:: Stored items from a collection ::
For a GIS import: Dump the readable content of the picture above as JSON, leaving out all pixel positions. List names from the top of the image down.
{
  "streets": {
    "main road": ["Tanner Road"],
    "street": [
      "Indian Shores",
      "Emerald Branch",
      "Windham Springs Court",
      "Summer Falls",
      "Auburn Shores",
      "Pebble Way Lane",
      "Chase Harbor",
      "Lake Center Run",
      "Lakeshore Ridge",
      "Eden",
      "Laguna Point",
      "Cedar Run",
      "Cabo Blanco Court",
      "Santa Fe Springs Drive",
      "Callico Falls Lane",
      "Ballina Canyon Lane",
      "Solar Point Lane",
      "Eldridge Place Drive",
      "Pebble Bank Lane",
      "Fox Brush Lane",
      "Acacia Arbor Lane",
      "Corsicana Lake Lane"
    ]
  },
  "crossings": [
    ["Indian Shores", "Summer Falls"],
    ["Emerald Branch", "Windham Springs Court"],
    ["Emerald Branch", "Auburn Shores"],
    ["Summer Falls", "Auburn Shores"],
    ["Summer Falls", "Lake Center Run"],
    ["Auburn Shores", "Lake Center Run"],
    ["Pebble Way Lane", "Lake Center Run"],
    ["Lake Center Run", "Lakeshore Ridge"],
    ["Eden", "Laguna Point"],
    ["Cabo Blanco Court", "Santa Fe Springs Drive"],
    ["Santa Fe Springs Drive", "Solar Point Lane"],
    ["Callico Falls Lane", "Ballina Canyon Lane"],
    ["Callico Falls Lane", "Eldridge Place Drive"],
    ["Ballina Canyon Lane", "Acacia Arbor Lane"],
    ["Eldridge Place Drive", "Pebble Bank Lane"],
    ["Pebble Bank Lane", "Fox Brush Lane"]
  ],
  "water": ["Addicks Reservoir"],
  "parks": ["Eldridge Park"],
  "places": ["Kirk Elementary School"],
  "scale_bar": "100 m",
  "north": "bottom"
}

:: Work item ::
Each line above that contains "Solar" must be copied out.

:: Your response ::
      "Solar Point Lane",
    ["Santa Fe Springs Drive", "Solar Point Lane"],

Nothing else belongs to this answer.